EXERCISE DESCRIPTION: Please write out the data below once more, exactly as it stands.

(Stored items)
::::

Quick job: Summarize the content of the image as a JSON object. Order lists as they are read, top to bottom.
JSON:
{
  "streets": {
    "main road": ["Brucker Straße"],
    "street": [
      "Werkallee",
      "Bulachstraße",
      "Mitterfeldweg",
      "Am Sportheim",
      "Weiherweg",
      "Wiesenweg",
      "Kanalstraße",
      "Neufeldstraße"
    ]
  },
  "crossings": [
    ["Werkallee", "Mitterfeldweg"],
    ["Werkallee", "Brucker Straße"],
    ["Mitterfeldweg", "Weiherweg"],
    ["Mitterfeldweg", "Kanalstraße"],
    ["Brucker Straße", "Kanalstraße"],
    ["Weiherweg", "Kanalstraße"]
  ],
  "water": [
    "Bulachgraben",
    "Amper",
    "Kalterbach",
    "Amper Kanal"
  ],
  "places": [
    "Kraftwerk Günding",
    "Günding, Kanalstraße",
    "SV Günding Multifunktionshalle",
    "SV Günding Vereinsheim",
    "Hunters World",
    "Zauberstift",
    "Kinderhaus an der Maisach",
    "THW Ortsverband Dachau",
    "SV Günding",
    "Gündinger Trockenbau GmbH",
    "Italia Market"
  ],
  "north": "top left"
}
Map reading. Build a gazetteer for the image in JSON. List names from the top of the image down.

::::

EXERCISE ANSWER:
Quick job: Summarize the content of the image as a JSON object. Order lists as they are read, top to bottom.
JSON:
{
  "streets": {
    "main road": ["Brucker Straße"],
    "street": [
      "Werkallee",
      "Bulachstraße",
      "Mitterfeldweg",
      "Am Sportheim",
      "Weiherweg",
      "Wiesenweg",
      "Kanalstraße",
      "Neufeldstraße"
    ]
  },
  "crossings": [
    ["Werkallee", "Mitterfeldweg"],
    ["Werkallee", "Brucker Straße"],
    ["Mitterfeldweg", "Weiherweg"],
    ["Mitterfeldweg", "Kanalstraße"],
    ["Brucker Straße", "Kanalstraße"],
    ["Weiherweg", "Kanalstraße"]
  ],
  "water": [
    "Bulachgraben",
    "Amper",
    "Kalterbach",
    "Amper Kanal"
  ],
  "places": [
    "Kraftwerk Günding",
    "Günding, Kanalstraße",
    "SV Günding Multifunktionshalle",
    "SV Günding Vereinsheim",
    "Hunters World",
    "Zauberstift",
    "Kinderhaus an der Maisach",
    "THW Ortsverband Dachau",
    "SV Günding",
    "Gündinger Trockenbau GmbH",
    "Italia Market"
  ],
  "north": "top left"
}
Map reading. Build a gazetteer for the image in JSON. List names from the top of the image down.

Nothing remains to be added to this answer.